Geopolitical News Affecting Gold
Airstrikes against the terrorist insurgents ISIS are being actively facilitated by a growing coalition of nations, adding a bit of "risk-off" sentiment in the markets that helps buoy stocks while suppressing gold. Even the U.K. is considering lending its support. An overnight airstrike in Syria added to the four previous airstrikes against ISIS in Iraq. The Islamic State continues to control land straddling eastern Syria and northern Iraq, and has not been recognized as a legitimate regime by any major nations.
As the traditional festival season in India approaches, so too does the illegal smuggling of gold into the country. Despite an easing of restrictions on gold imports under the new Modi administration, India's incoming gold supply (about 50 tonnes per month) is far outstripped by its projected gold demand (80 tonnes per month). Consequently, some 50 metric tonnes of gold was recently smuggled into India over a 10-day period. The upcoming festival season in late October also coincides with the customary Indian wedding season, another massive gold-buying event.

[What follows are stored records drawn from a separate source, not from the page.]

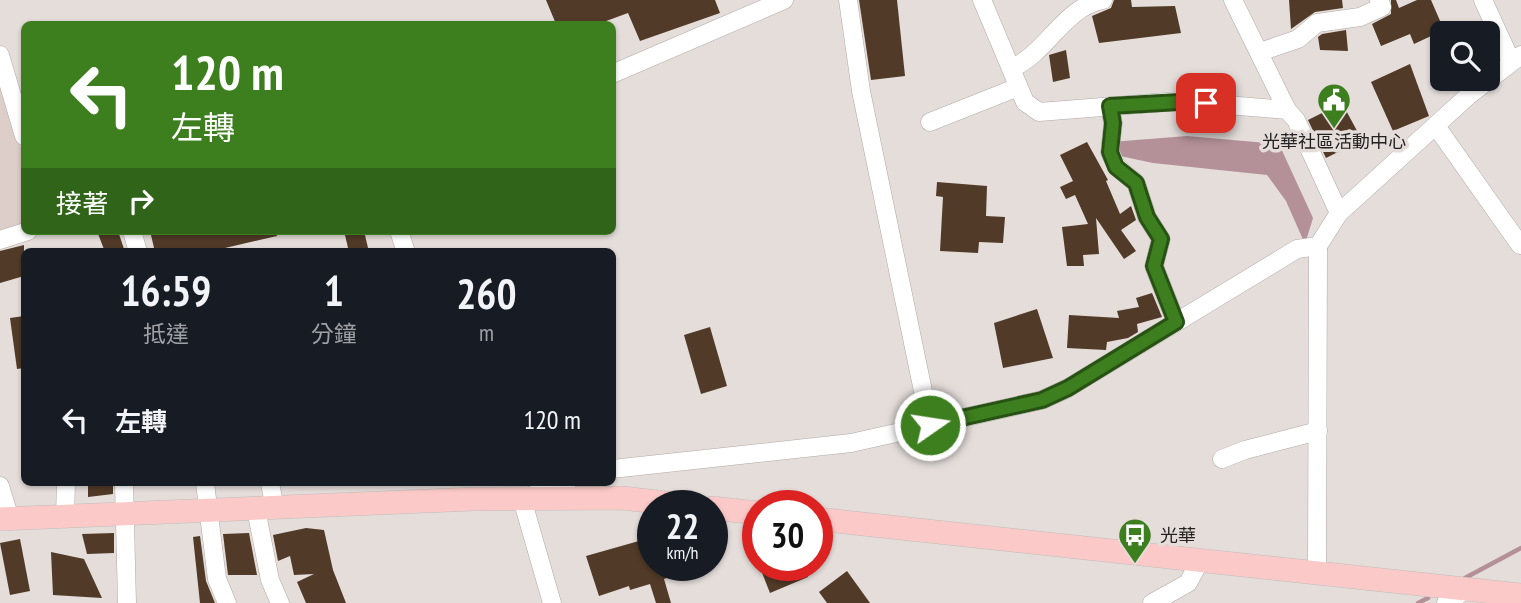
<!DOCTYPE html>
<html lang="zh-TW">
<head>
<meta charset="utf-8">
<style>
  :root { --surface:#171b24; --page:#242831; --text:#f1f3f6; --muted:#9ea1a6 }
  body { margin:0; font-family:"PT Sans Narrow","Noto Sans TC",sans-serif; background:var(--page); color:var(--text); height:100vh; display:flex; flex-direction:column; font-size:26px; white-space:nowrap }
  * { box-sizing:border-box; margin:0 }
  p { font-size:23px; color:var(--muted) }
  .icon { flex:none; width:38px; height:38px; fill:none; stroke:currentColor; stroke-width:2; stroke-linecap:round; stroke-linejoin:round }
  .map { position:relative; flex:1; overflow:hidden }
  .drawer { position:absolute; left:21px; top:248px; width:595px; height:238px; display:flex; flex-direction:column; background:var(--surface); border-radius:10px; box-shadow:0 2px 5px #0004 }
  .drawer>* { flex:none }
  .banner { position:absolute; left:21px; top:21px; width:595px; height:214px; border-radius:10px; box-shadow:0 2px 5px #0004; background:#3d7e1e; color:#fff; overflow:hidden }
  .fabs { position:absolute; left:1430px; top:21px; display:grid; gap:14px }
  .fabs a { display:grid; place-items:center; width:70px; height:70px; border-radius:10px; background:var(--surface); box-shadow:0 2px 5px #0004; font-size:35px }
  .speed { position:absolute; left:637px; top:490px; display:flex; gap:14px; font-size:35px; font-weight:700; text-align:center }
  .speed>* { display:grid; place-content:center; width:91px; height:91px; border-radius:50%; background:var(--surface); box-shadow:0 2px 5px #0004; line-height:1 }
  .speed small { font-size:18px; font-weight:400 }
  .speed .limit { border:10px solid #d22; background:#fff; color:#111 }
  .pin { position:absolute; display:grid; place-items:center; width:60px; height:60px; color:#fff; margin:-30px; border-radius:14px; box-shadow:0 4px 10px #0006 }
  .me { position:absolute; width:77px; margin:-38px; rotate:77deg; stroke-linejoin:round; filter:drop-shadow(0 0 5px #0008) }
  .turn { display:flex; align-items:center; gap:24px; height:147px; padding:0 35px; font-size:32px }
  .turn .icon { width:91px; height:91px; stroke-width:2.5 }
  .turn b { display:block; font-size:49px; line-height:60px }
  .then { display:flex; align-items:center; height:66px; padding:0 35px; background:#0003; gap:14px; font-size:26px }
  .eta { display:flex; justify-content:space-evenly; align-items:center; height:119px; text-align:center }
  .eta b { font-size:42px; font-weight:700; line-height:49px }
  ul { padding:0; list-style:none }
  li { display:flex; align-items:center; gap:21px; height:105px; padding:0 35px }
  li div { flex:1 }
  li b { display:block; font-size:26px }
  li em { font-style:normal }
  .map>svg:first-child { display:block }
  .built { fill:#ddcec9 }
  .water { fill:#b49098 }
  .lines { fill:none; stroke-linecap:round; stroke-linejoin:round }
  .stream { stroke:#b49098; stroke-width:4.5 }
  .building { fill:#513a27 }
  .minor-casing { stroke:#b0a9a6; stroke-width:19 }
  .major-casing { stroke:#bdbdbc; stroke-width:24 }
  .minor { stroke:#fff; stroke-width:18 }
  .major { stroke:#fbcac8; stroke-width:23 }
  .route-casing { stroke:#285214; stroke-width:18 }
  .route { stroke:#3d7e1e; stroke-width:12 }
  .labels { text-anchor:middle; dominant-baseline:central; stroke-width:7; stroke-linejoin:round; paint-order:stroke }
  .poi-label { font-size:18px; fill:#242221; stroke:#e4ddda }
</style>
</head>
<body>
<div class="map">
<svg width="1521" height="603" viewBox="0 0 1521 603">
  <rect width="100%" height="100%" fill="#e4ddda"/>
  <polygon class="built" points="0,78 24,158 24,222 0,232"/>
  <polygon class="water" points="1187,136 1279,144 1313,218 1305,244 1286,201 1267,175 1153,163 1120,156 1111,142"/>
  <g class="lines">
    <g class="stream">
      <polyline points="1465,578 1521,548"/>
      <polyline points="1418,603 1428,598"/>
    </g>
  </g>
  <g class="building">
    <polygon points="546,0 715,0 720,13 640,41 628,13 598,24 556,24"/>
    <polygon points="859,0 897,0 905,76 871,80"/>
    <polygon points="1114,0 1131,0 1132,7 1175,6 1181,33 1099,43 1092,16 1111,8"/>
    <polygon points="1289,0 1342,0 1343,8 1315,12 1291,29"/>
    <polygon points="1391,0 1396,0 1399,8 1417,0 1431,0 1444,30 1414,44 1410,34 1381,46 1372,24 1391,14"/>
    <polygon points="1346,30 1348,51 1320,50 1318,37 1322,34"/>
    <polygon points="1066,50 1070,78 1053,82 1049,55"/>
    <polygon points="1410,64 1429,116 1393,131 1371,82"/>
    <polygon points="1342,103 1362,140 1326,158 1308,120"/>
    <polygon points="1087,142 1108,180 1106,181 1120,214 1131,206 1136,220 1121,230 1136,251 1124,259 1096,218 1099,254 1083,255 1084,266 1067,266 1062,227 1088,224 1075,195 1066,199 1060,187 1073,181 1060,155"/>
    <polygon points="937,182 987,186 986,216 1005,217 1003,243 979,242 978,253 940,251 943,197 936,196"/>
    <polygon points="97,231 118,231 125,252 105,252"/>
    <polygon points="150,231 276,231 277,236 225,248 220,252 155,252"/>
    <polygon points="344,231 364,231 369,252 349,252"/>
    <polygon points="24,245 24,276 0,283 0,251"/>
    <polygon points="1152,293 1162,317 1137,324 1138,332 1128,338 1107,342 1106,350 1067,348 1069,315 1119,318 1117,311 1139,307 1136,298"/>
    <polygon points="1037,309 1053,358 1003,368 994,323"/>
    <polygon points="24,316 24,368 17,369 10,318"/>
    <polygon points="710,327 727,386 701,394 684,335"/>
    <polygon points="88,483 113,483 113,494 88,497"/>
    <polygon points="306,528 324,530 333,570 346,603 306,603 297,582 314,574 294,575 290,556 278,561 273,535"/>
    <polygon points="114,533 114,553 87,554 82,534"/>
    <polygon points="249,533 257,575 228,575 223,534"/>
    <polygon points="200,536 206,581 215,603 200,603 193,537"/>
    <polygon points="653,537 653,565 698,565 664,579 671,603 656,603 650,584 630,590 629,586 599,596 586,556"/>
    <polygon points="20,539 30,591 10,595 0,543"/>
    <polygon points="51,552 84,559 102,598 53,595"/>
    <polygon points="759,565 803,565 808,577 770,593"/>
    <polygon points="847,571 870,603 827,603 819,592"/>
  </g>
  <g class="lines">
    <g class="minor-casing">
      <g id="minor">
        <polyline points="848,0 861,91 930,425"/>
        <polyline points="982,0 1025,102 1039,112 1179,101 1287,110 1296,120 1339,213"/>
        <polyline points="1233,0 1287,110"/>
        <polyline points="1483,0 1511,61"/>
        <polyline points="1260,52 1298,39 1317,23 1360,17 1382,7 1379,0"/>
        <polyline points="0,55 24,136"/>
        <path d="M1012,68C1047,53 1064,7 1103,0"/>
        <polyline points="612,74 784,0"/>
        <polyline points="1110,106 1113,123 1110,152 1117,167 1136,183 1147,217 1161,239 1154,266 1176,322"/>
        <polyline points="930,122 1018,87"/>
        <polyline points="1436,126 1520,245"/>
        <polyline points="132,231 138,252"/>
        <polyline points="399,231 406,252"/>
        <polyline points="0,240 28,231"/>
        <polyline points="1222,459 1245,450 1318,431"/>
        <polyline points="612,469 851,443 1042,400 1068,388 1297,249 1318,246 1339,213 1468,96 1521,55"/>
        <polyline points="124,483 127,603"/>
        <polyline points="205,483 217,579 227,603"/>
        <polyline points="270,483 275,509"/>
        <polyline points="0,486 10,519"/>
        <polyline points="256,509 270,580 280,603"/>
        <polyline points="65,517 66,483"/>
        <polyline points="1317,573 1318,246"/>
        <polyline points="552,603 522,499 567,483"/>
        <polyline points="1152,603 1188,583 1201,559"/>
        <polyline points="1446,603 1466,590"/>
      </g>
    </g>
    <g class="major-casing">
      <g id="major">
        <polyline points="712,508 758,513"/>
        <polyline points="0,519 474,499 622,498 693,506"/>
        <polyline points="817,519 1521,595"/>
      </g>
    </g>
    <use href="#minor" class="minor"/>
    <use href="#major" class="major"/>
  </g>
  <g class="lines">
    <g class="route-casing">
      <polyline id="route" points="930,425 1042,400 1068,388 1176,322 1154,266 1161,239 1147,217 1136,183 1116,167 1110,152 1113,123 1110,106 1179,102 1206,103"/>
    </g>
    <use href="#route" class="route"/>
  </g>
  <defs>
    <g id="civic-pin" transform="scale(1.75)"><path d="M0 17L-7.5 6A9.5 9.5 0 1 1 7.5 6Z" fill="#3d7e1e" stroke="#e4ddda"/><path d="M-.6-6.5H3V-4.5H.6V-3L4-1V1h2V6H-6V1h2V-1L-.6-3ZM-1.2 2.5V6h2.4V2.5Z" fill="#fff"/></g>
    <g id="bus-pin" transform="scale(1.75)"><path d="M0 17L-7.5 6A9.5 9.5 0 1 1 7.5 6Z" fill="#3d7e1e" stroke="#e4ddda"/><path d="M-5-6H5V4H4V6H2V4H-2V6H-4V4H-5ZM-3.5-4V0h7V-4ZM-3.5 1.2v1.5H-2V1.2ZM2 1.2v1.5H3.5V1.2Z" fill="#fff"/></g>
  </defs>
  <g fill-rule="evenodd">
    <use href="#civic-pin" x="1334" y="100"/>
    <use href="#bus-pin" x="1135" y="535"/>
  </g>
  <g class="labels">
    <g class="poi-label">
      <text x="1334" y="141">光華社區活動中心</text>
      <text x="1160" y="535" text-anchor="start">光華</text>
    </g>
  </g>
</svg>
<div class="fabs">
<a><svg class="icon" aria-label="search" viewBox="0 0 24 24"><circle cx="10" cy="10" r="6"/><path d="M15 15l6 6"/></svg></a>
</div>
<div class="speed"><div>22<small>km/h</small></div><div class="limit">30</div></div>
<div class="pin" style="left:1206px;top:103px;background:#d93025"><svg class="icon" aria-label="arrive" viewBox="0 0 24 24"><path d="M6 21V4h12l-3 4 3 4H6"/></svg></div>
<svg class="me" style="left:930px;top:425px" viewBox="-20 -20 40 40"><circle r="17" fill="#3d7e1e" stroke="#fff" stroke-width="3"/><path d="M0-11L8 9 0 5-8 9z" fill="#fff"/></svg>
<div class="banner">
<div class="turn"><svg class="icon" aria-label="left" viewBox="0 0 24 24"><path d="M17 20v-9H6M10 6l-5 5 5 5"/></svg><div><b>120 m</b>左轉</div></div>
<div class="then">接著<svg class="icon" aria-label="right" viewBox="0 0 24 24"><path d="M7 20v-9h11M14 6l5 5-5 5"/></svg></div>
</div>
<section class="drawer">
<div class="eta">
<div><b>16:59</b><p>抵達</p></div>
<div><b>1</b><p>分鐘</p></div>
<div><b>260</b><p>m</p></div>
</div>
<ul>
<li><svg class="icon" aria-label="left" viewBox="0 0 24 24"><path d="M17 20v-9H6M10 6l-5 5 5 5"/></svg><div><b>左轉</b></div><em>120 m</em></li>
</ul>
</section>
</div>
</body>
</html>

South Africa's Trade and Industry Minister, Rob Davies, announced the formation of a new "platinum belt" special economic zone in the country's most concentrated platinum-producing region. The government is trying to grow industries within the country that use platinum as an industrial input. This includes the production of catalytic converters for automobiles, as well as jewelry fabrication. By encouraging the growth of these platinum-based industries within the special economic zone, South Africa is hoping to capitalize on the value-added products which use platinum in addition to profiting from the mining of the metal. Although Russian and Chinese multinationals have assumed control over several large South African gold and platinum mines, the vast majority of the world's platinum supply is mined on South African land.